Orishas also spelled Orisa, are natural forces or supernatural entities of the universe. These entities are also referred to as deities or gods of the elements in the Yoruba religion of West Africa. They serve as conduits or intermediaries between humans and the Supreme Being (Olodumare) to benefit and help humans enjoy life.
There are innumerable Orishas in the Ifa tradition. Some of the most popular Orishas are Orunmila, Eshu, Ogun, Obatala, Sango, Oya, and Yemoja. These spiritual forces embody elements of natural elements like the river, ocean, thunder, and wind. They are also linked to unique attributes such as wisdom, peace, love, health, and prosperity. Many people desire to connect with these beloved deities for these reasons and more.
The following descriptions outline some of the major Orishas in the Ifa tradition and their attributes. Though keep in mind that these Orishas are revered in many traditions outside of Nigeria. And, each society has its own beliefs surrounding the character and nature of these deities within their culture.
Orunmila is the Grand Priest of Ifa. He is the first Orisha to be reckoned with in the history of Ifa tradition. Orunmila brought the wisdom of Olodumare to earth. The Yoruba people venerate Orunmila as a prophet of Ifa, spirit of destiny, and Orisha of wisdom and knowledge.
Eshu, also known as Esu or Elegba, is another prominent Orisha of the Ifa spiritual system. Eshu understands all the languages spoken in the world and serves as a messenger between humans and the gods. As the harbinger of rewards and punishment, Eshu often instills a sense of fear or trepidation in some. He is known for his pranks, cruelty, unpredictability, and for being disruptive. Hence, he is often referred to as the ‘trickster god.’
Ogun is the elemental deity of iron, as he was a warrior during his sojourn on earth. He cleared the way for other Orishas to gain entrance to the planet using a metal ax and the help of a dog.
Osun, also spelled Oshun, is popularly referred to as the river goddess. Linked to purity, fruitfulness, fertility, calmness, and love, Oshun embraces the attributes of water. She also embodies human characteristics like jealousy, spite, and vanity.
Obatala is one of the most powerful and oldest Orisha in the Ifa religion. He is referred to as the king of white cloth as he is a tranquil judge. Greatly associated with forgiveness, honesty, peace, purity, and purpose, this Orisha is credited with the creation of humans.
Sango or Shango governs the elements of thunder and lightning. He was once a king of the great Oyo Empire. And as such, Sango is one of the most revered Orishas in Yorubaland. The name Shango means to strike, and when annoyed, he brings thunder to burn the enemies or offenders of his children.

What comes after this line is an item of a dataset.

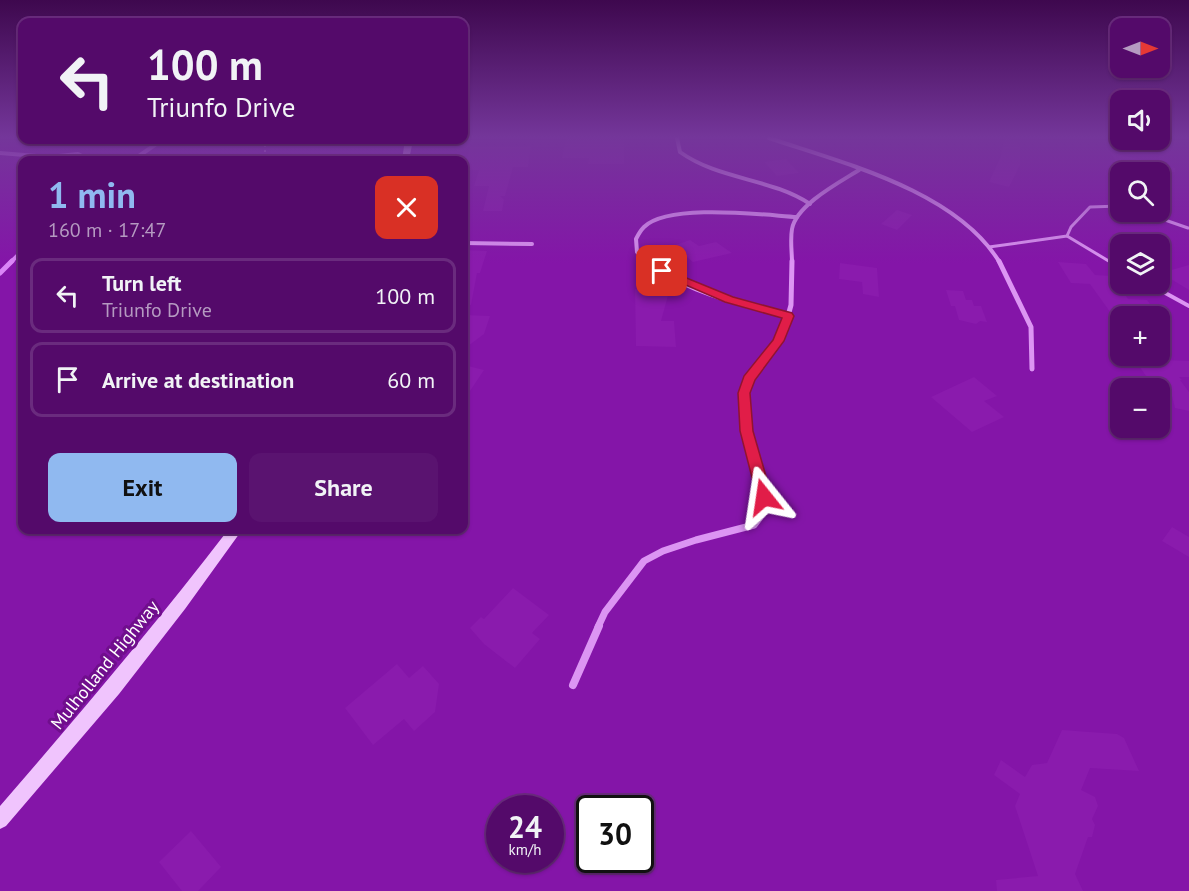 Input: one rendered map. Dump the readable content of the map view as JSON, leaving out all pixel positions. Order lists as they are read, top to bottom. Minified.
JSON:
{"streets":{"main road":["Mulholland Highway"]},"north":"right","page":{"map_buttons":["+","−"],"turn":["100 m","Triunfo Drive"],"heading":["1 min","160 m · 17:47"],"list":[{"name":"Turn left","note":"Triunfo Drive","value":"100 m"},{"name":"Arrive at destination","value":"60 m"}],"buttons":["Exit","Share"],"speed":"24 km/h","limit":"30"}}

Oya is commonly known as the powerful goddess of storms. She comes before thunder in the form of lighting and is a favorite wife of Shango. The name Oya means physical action or ‘she tore.’ Oya symbolically depicts the air that humans breathe as she can bring about life or death in the form of hurricanes, storms, or tornadoes.

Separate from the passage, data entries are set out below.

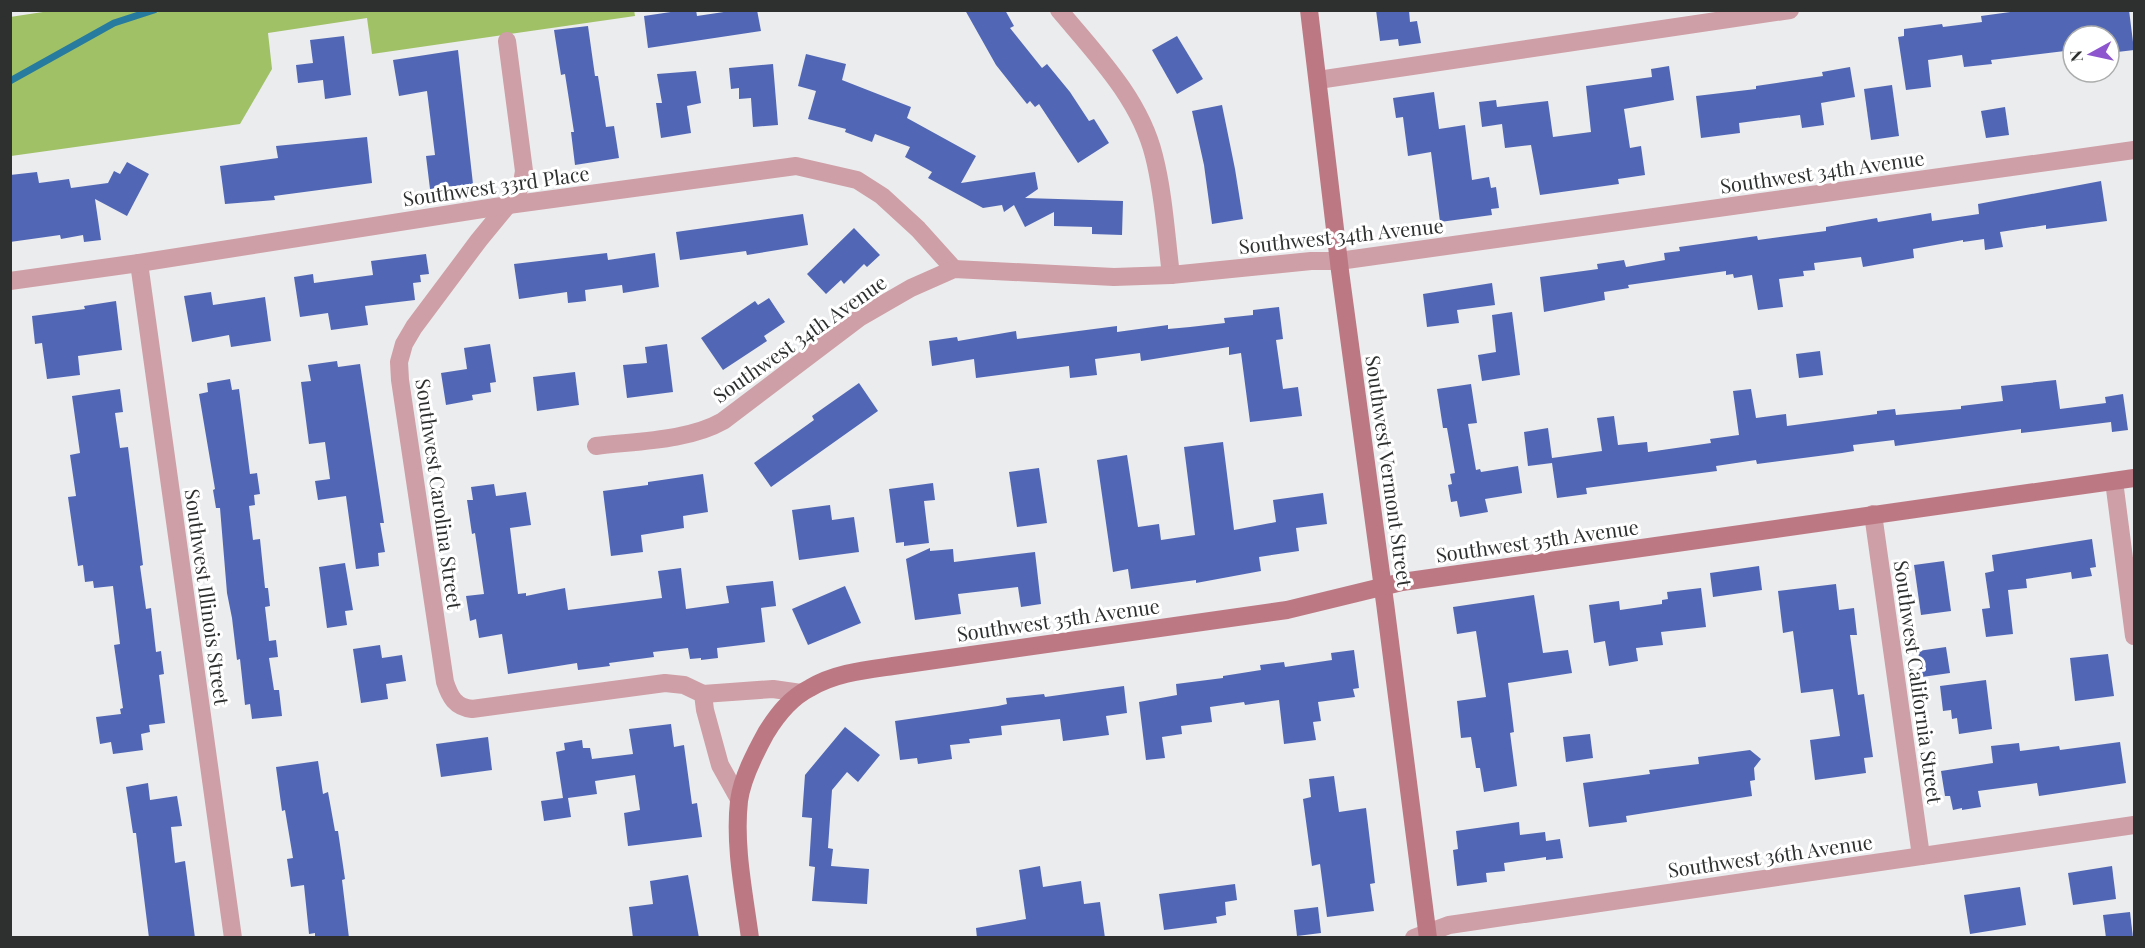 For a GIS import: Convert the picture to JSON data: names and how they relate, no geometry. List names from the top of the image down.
{
  "streets": {
    "street": [
      "Southwest 34th Avenue",
      "Southwest 33rd Place",
      "Southwest Vermont Street",
      "Southwest Carolina Street",
      "Southwest 35th Avenue",
      "Southwest Illinois Street",
      "Southwest California Street",
      "Southwest 36th Avenue"
    ]
  },
  "crossings": [
    ["Southwest 34th Avenue", "Southwest 33rd Place"],
    ["Southwest 34th Avenue", "Southwest Vermont Street"],
    ["Southwest 33rd Place", "Southwest Carolina Street"],
    ["Southwest 33rd Place", "Southwest Illinois Street"],
    ["Southwest Vermont Street", "Southwest 35th Avenue"],
    ["Southwest Vermont Street", "Southwest 36th Avenue"],
    ["Southwest 35th Avenue", "Southwest California Street"],
    ["Southwest California Street", "Southwest 36th Avenue"]
  ],
  "north": "left"
}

Yemoja is specifically a water spirit and is often depicted as a mermaid goddess. She is regarded as the mother of all the Orishas (deities) and the giver of life in the Ifa religion. She is believed to have originated from Tapa (Iganna) in the Oke Ogun area, Ogun State, Nigeria. Like Oshun, she is also known as the deity of fertility though her purview is the ocean rather than rivers. She protects sailors, dockworkers, fishers, swimmers, and others who travel by sea.